Yesterday, premium hardware company SCUF Gaming launched a suite of customization options for its PS5 Reflex gamepad, not unlike what the accessory purveyor currently provides for its Xbox Instinct Pro controllers.

The move may come as an exciting development for gamers who didn’t care for the initial black and gray Reflex colorway, which had orange thumbstick rings but otherwise was a bit… uneventful?

I tested out the Reflex a while back, a controller which retails for a not-so-subtle $200 on the lower-end and reaches upwards of $260 depending on which specific higher-end model you choose to buy. The new customization options look to expand on that initial price range based on what bells and whistles strike your fancy, and the build can easily skyrocket way past that aforementioned $200.

Below are the extras now available to Reflex builders:

  • 32 faceplate colors
  • 9 touchpad colors
  • 9 faceplate trim colors
  • 6 button kit colors
  • 4 thumbstick colors
  • 2 thumbstick shapes
  • 2 thumbstick heights
  • 2 trigger styles
  • 7 trigger and bumper colors
  • 7 D-pad colors
  • 5 Create/Options colors
  • 2 Home colors

There truly is an impressive range of tweaks you can make to the gamepad now, and of all the faceplate options present, I’m quite partial to the Sneaks variant; there’s something deliciously ‘90s-era modern art about it.

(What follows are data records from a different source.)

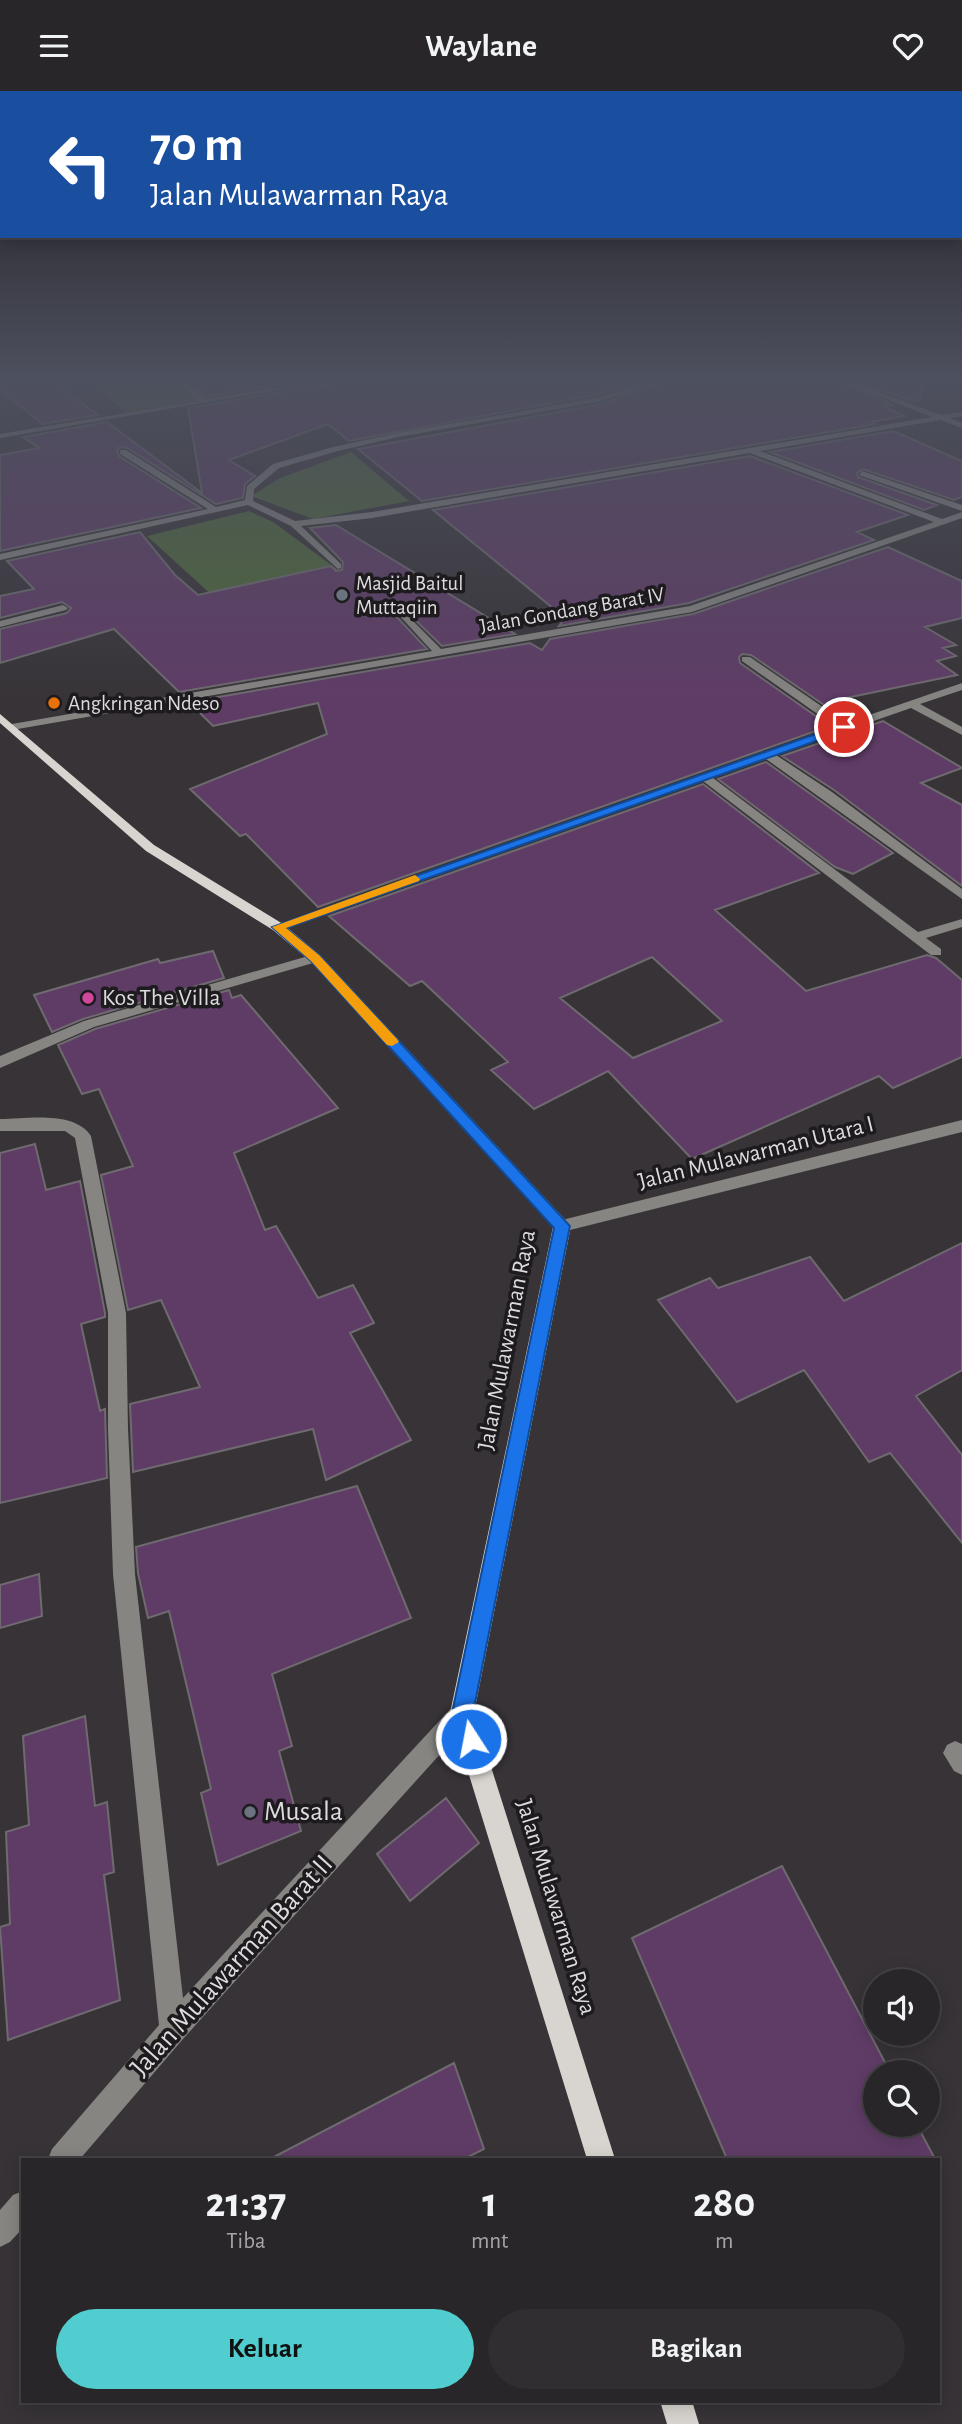 <!DOCTYPE html>
<html lang="id">
<style>
:root{--surface:#292629;--page:#312e31;--text:#f1f3f6;--muted:#a5a5a8;--line:#454346;--accent:#52cdcf}
body{margin:0;font-family:"Alegreya Sans",sans-serif;background:var(--page);color:var(--text);height:100vh;display:flex;flex-direction:column;font-size:26px;white-space:nowrap}
*{box-sizing:border-box;margin:0}
p{font-size:23px;color:var(--muted)}
.icon{flex:none;width:38px;height:38px;fill:none;stroke:currentColor;stroke-width:2;stroke-linecap:round;stroke-linejoin:round}
.map{position:relative;flex:1;overflow:hidden}
.drawer{position:absolute;left:21px;top:2067px;width:919px;height:245px;display:flex;flex-direction:column;background:var(--surface);border-radius:0px;box-shadow:0 4px 18px #0003,0 0 0 2px var(--line)}
.drawer>*{flex:none}
.top-card{position:absolute;left:0px;top:0px;width:962px;height:147px;box-shadow:0 4px 18px #0003,0 0 0 2px var(--line);background:#1a4fa0;color:#fff;overflow:hidden}
.controls{position:absolute;left:863px;top:1878px;display:grid;gap:14px}
.controls a{display:grid;place-items:center;width:77px;height:77px;border-radius:50%;background:var(--surface);box-shadow:0 4px 18px #0003,0 0 0 2px var(--line);font-size:35px}
.pin{position:absolute;display:grid;place-items:center;width:60px;height:60px;color:#fff;margin:-30px;border:4px solid #fff;border-radius:50%;box-shadow:0 2px 7px #0007}
.me{position:absolute;width:77px;margin:-38px;rotate:349deg;stroke-linejoin:round;filter:drop-shadow(0 0 5px #0008)}
.turn{display:flex;align-items:center;gap:24px;height:147px;padding:0 35px;font-size:32px}
.turn .icon{width:91px;height:91px;stroke-width:2.5}
.turn b{display:block;font-size:49px;line-height:60px}
.eta{display:flex;justify-content:space-evenly;align-items:center;height:119px;text-align:center}
.eta b{font-size:42px;font-weight:700;line-height:49px}
.cta{display:flex;gap:14px;margin-top:auto;padding:14px 35px}
.cta a{flex:1;height:80px;border-radius:42px;background:var(--accent);color:#111;font-size:28px;font-weight:700;line-height:80px;text-align:center}
.cta a+a{background:var(--page);color:var(--text)}
header{display:flex;justify-content:space-between;align-items:center;height:91px;padding:0 35px;background:var(--surface);font-size:32px;font-weight:700}
.map>svg:first-child{display:block}
.green{fill:#4e6839}
.building{fill:#5f3c66;stroke:#6e6a6f;stroke-width:2;fill-rule:evenodd}
.lines{fill:none;stroke-linecap:round;stroke-linejoin:round}
.minor{fill:#868582;fill-rule:evenodd}
.major{fill:#d8d5d0;fill-rule:evenodd}
.route{fill:#1a73e8;stroke:#114b97;stroke-width:2}
.slow{fill:#f59e0b}
.worship-dot{fill:#6b7280;stroke:#1d1b1d;stroke-width:2.5}
.food-dot{fill:#e8710a;stroke:#1d1b1d;stroke-width:2.5}
.hotel-dot{fill:#d1479c;stroke:#1d1b1d;stroke-width:2.5}
.labels{text-anchor:middle;dominant-baseline:central;stroke-width:7;stroke-linejoin:round;paint-order:stroke}
.far-poi-label{font-size:21px;fill:#dedbde;stroke:#1d1b1d;text-anchor:start}
.far-street-label{font-size:21px;fill:#dedbde;stroke:#1d1b1d}
.poi-label{font-size:24px;fill:#dedbde;stroke:#1d1b1d;text-anchor:start}
.street-label{font-size:24px;fill:#dedbde;stroke:#1d1b1d}
.near-poi-label{font-size:28px;fill:#dedbde;stroke:#1d1b1d;text-anchor:start}
.near-street-label{font-size:28px;fill:#dedbde;stroke:#1d1b1d}
</style>
<header><svg class="icon" aria-label="menu" viewBox="0 0 24 24"><path d="M4 6h16M4 12h16M4 18h16"/></svg>Waylane<svg class="icon" aria-label="heart" viewBox="0 0 24 24"><path d="M12 20l-8-8c-3-5 5-10 8-4 3-6 11-1 8 4z"/></svg></header>
<div class="map">
<svg width="962" height="2333" viewBox="0 0 962 2333">
<rect width="100%" height="100%" fill="#373337"/>
<!-- green -->
<path class="green" d="M 85,287 L 214,287 L 238,304 L 126,322 Z
M 351,361 L 409,410 L 313,428 L 251,405 L 280,387 Z
M 249,420 L 273,431 L 341,481 L 214,506 L 147,445 Z"/>
<!-- building -->
<path class="building" d="M 0,287 L 48,287 L 98,324 L 43,333 L 0,299 Z
M 183,287 L 317,287 L 206,305 Z
M 351,287 L 657,287 L 595,304 L 349,350 L 328,333 L 229,369 L 255,385 L 245,393 L 243,407 L 216,413 L 127,357 L 120,356 L 117,359 L 119,365 L 201,417 L 0,460 L 0,364 L 39,357 L 23,346 L 107,331 L 202,402 L 188,317 L 348,290 Z
M 679,287 L 830,287 L 894,314 L 883,315 L 904,325 L 871,331 L 876,333 L 422,410 L 358,358 L 597,314 Z
M 849,287 L 920,287 L 922,309 L 912,310 Z
M 893,340 L 962,370 L 962,406 L 954,409 L 863,378 L 857,382 L 858,386 L 937,414 L 924,419 L 770,361 Z
M 750,365 L 908,424 L 857,441 L 874,449 L 689,512 L 559,535 L 565,527 L 433,419 Z
M 336,434 L 515,543 L 442,555 L 401,515 L 395,519 L 394,523 L 427,558 L 179,601 L 114,538 L 0,572 L 0,538 L 67,522 L 71,517 L 62,511 L 0,527 L 0,505 L 34,498 L 7,470 L 140,441 L 175,484 L 198,504 L 331,475 L 336,480 L 342,479 L 343,471 L 310,437 Z
M 888,456 L 962,490 L 962,527 L 925,536 L 956,554 L 943,557 L 956,565 L 937,570 L 957,584 L 846,607 L 869,621 L 846,629 L 751,564 L 742,563 L 739,566 L 740,572 L 830,635 L 318,816 L 246,743 L 240,745 L 190,698 L 327,643 L 318,612 L 213,635 L 189,611 L 530,552 L 542,559 L 550,548 L 693,523 Z
M 883,630 L 962,677 L 921,692 L 962,714 L 962,795 L 834,699 L 782,665 Z
M 766,671 L 893,762 L 853,783 L 835,776 L 718,688 Z
M 703,693 L 819,782 L 715,819 L 806,900 L 927,864 L 936,867 L 962,889 L 962,966 L 893,997 L 879,985 L 692,1068 L 608,980 L 534,1018 L 491,979 L 508,971 L 422,890 L 410,895 L 329,825 ZM 652,866 L 722,930 L 633,967 L 560,907 Z
M 213,860 L 224,887 L 83,928 L 52,941 L 34,904 L 158,868 L 160,872 Z
M 229,899 L 232,907 L 241,904 L 338,1017 L 234,1062 L 265,1139 L 276,1135 L 318,1207 L 353,1194 L 374,1232 L 350,1242 L 411,1349 L 326,1389 L 313,1338 L 133,1381 L 130,1313 L 200,1296 L 161,1209 L 128,1219 L 101,1084 L 133,1075 L 99,998 L 82,1003 L 58,954 L 95,938 Z
M 35,1053 L 46,1099 L 80,1090 L 105,1222 L 105,1226 L 81,1233 L 100,1320 L 105,1318 L 107,1387 L 0,1412 L 0,1062 Z
M 962,1152 L 962,1279 L 916,1305 L 962,1364 L 962,1452 L 890,1362 L 869,1371 L 804,1279 L 737,1311 L 658,1209 L 710,1187 L 718,1197 L 810,1166 L 844,1210 Z
M 357,1395 L 411,1527 L 272,1583 L 292,1655 L 279,1660 L 301,1740 L 218,1774 L 201,1702 L 211,1698 L 169,1520 L 148,1527 L 138,1482 L 136,1456 Z
M 39,1483 L 42,1525 L 0,1537 L 0,1494 Z
M 85,1625 L 95,1715 L 107,1711 L 114,1781 L 104,1784 L 120,1909 L 8,1949 L 0,1836 L 10,1833 L 6,1741 L 29,1734 L 23,1645 Z
M 446,1707 L 479,1752 L 410,1810 L 377,1763 Z
M 782,1775 L 890,1981 L 875,1981 L 875,2034 L 917,2034 L 935,2068 L 727,2068 L 632,1847 Z
M 454,1972 L 484,2058 L 464,2068 L 270,2068 Z"/>
<g class="lines">
<!-- minor -->
<path class="minor" d="M 172,287 L 179,287 L 205,308 L 333,287 L 348,287 L 0,347 L 0,343 L 198,310 Z
M 666,287 L 676,287 L 597,311 L 398,346 L 338,360 L 279,377 L 254,398 L 253,410 L 295,430 L 372,421 L 932,326 L 833,287 L 842,287 L 941,324 L 962,321 L 962,325 L 949,327 L 962,332 L 962,337 L 940,329 L 760,360 L 942,428 L 962,421 L 962,427 L 692,521 L 12,639 L 6,636 L 12,633 L 432,560 L 398,523 L 396,521 L 401,518 L 441,558 L 690,515 L 934,431 L 750,362 L 372,427 L 301,435 L 341,473 L 341,477 L 338,478 L 291,435 L 248,414 L 0,469 L 0,463 L 208,418 L 120,363 L 120,359 L 126,359 L 216,416 L 245,409 L 247,395 L 273,373 L 333,356 L 398,342 L 596,307 Z
M 862,380 L 962,414 L 962,420 L 859,384 Z
M 63,514 L 68,517 L 66,519 L 0,536 L 0,530 Z
M 742,566 L 750,566 L 846,632 L 962,592 L 962,599 L 920,613 L 962,636 L 962,644 L 911,617 L 776,664 L 832,701 L 962,798 L 962,808 L 766,668 L 713,687 L 918,841 L 962,828 L 962,836 L 926,847 L 941,858 L 941,864 L 931,864 L 703,690 L 283,839 L 278,840 L 271,836 L 836,636 L 742,570 Z
M 315,863 L 320,864 L 320,870 L 94,936 L 0,977 L 0,965 L 84,930 Z
M 0,1028 C 27,1028 74,1019 91,1045 L 126,1222 L 128,1338 L 135,1483 L 183,1907 L 454,1614 L 462,1610 L 470,1614 L 474,1622 L 470,1630 L 183,1948 L 80,2068 L 48,2068 L 52,2058 L 159,1934 L 113,1483 L 108,1338 L 108,1222 L 75,1047 L 65,1040 L 0,1040 Z
M 962,1029 L 962,1041 L 562,1141 L 556,1140 L 553,1135 L 556,1130 L 562,1129 Z
M 955,1650 L 962,1653 L 962,1684 L 954,1680 L 943,1662 L 947,1654 Z
M 23,2100 L 23,2137 L 10,2151 L 0,2156 L 0,2119 L 13,2104 Z"/>
<!-- major -->
<path class="major" d="M 0,623 L 154,754 L 283,833 L 320,864 L 571,1135 L 474,1622 L 615,2068 L 587,2068 L 450,1622 L 553,1136 L 310,870 L 273,839 L 146,760 L 0,632 Z
M 660,2310 L 692,2310 L 699,2333 L 667,2333 Z"/>
</g>
<!-- sky -->
<linearGradient id="sky" x2="0" y2="1"><stop stop-color="#1e1c1e"/><stop offset="0.47" stop-color="#4d505e"/><stop offset="1" stop-color="#4d505e" stop-opacity="0"/></linearGradient>
<rect width="962" height="614" fill="url(#sky)"/>
<!-- route -->
<path class="route" d="M 844,633 L 849,636 L 847,639 L 286,837 L 319,864 L 570,1135 L 473,1622 L 481,1648 L 478,1655 L 471,1658 L 463,1655 L 452,1622 L 554,1137 L 311,870 L 272,836 Z"/>
<!-- slow -->
<path class="slow" d="M 415,784 L 420,788 L 419,790 L 286,837 L 319,864 L 397,948 L 399,951 L 392,955 L 387,954 L 311,870 L 272,836 Z"/>
<!-- markers -->
<g class="worship-dot">
<circle cx="342" cy="504" r="7"/>
<circle cx="250" cy="1721" r="7"/>
</g>
<circle class="food-dot" cx="54" cy="612" r="7"/>
<circle class="hotel-dot" cx="88" cy="907" r="7"/>
<g class="labels">
<!-- far-poi labels -->
<g class="far-poi-label">
<text x="356" y="492">Masjid Baitul<tspan x="356" dy="24">Muttaqiin</tspan></text>
<text x="68" y="612">Angkringan Ndeso</text>
</g>
<!-- far-street labels -->
<g class="far-street-label">
<text transform="translate(572 519) rotate(-10)">Jalan Gondang Barat IV</text>
</g>
<!-- poi labels -->
<g class="poi-label">
<text x="102" y="907">Kos The Villa</text>
</g>
<!-- street labels -->
<g class="street-label">
<text transform="translate(756 1062) rotate(-14)">Jalan Mulawarman Utara I</text>
<text transform="translate(507 1249) rotate(-79)">Jalan Mulawarman Raya</text>
<text transform="translate(556 1816) rotate(73)">Jalan Mulawarman Raya</text>
</g>
<!-- near-poi labels -->
<g class="near-poi-label">
<text x="264" y="1721">Musala</text>
</g>
<!-- near-street labels -->
<g class="near-street-label">
<text transform="translate(232 1875) rotate(-48)">Jalan Mulawarman Barat II</text>
</g>
</g>
</svg>
<div class="controls">
<a><svg class="icon" aria-label="sound" viewBox="0 0 24 24"><path d="M4 9h4l5-4v14l-5-4H4zM17 9q2 3 0 6"/></svg></a>
<a><svg class="icon" aria-label="search" viewBox="0 0 24 24"><circle cx="10" cy="10" r="6"/><path d="M15 15l6 6"/></svg></a>
</div>
<div class="pin" style="left:844px;top:636px;background:#d93025"><svg class="icon" aria-label="arrive" viewBox="0 0 24 24"><path d="M6 21V4h12l-3 4 3 4H6"/></svg></div>
<svg class="me" style="left:471px;top:1648px" viewBox="-20 -20 40 40"><circle r="17" fill="#1a73e8" stroke="#fff" stroke-width="3"/><path d="M0-11L8 9 0 5-8 9z" fill="#fff"/></svg>
<div class="top-card">
<div class="turn"><svg class="icon" aria-label="left" viewBox="0 0 24 24"><path d="M17 20v-9H6M10 6l-5 5 5 5"/></svg><div><b>70 m</b>Jalan Mulawarman Raya</div></div>
</div>
<section class="drawer">
<div class="eta">
<div><b>21:37</b><p>Tiba</p></div>
<div><b>1</b><p>mnt</p></div>
<div><b>280</b><p>m</p></div>
</div>
<div class="cta"><a>Keluar</a><a>Bagikan</a></div>
</section>
</div>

The same could be said for Robin, which looks like one of those disposable water cooler cups, or the generic wallpaper from a 1993 Holiday Inn.

If ‘70s chic is what you’re after, however, the Bliss plate should more than meet such a retro need. The fancier faceplates are all $30 a piece, which feels steep but might be worth it for the unique visual pop. What’s extra funny is that removing the rumble motors will cost you an additional $10, which should give you a competitive weightless edge, both in your gaming and in your wallet.

It’s not surprising that the process of building a premium custom controller will set you back some serious coin, perhaps in the realm of $300 once you’re done slapping on new designs and colors. Comparatively, this is way more expensive than what you’d spend over at the Xbox Design Lab, which is somewhere in the realm of $80 max, and that’s with a custom engraving.

Granted, there is no Design Lab for PlayStation controllers, not yet anyway, and the Reflex does do more (in terms of features) than the standard Sony OEM peripherals. In that sense, it’s great that SCUF is providing this kind of service for PS5 users, even if it does end up costing an arm and a leg.

The bottom line is that the Reflex is a really solid controller, and now you can make it look as garish as you’d like. The freedom of fashion faux pas is a beautiful thing.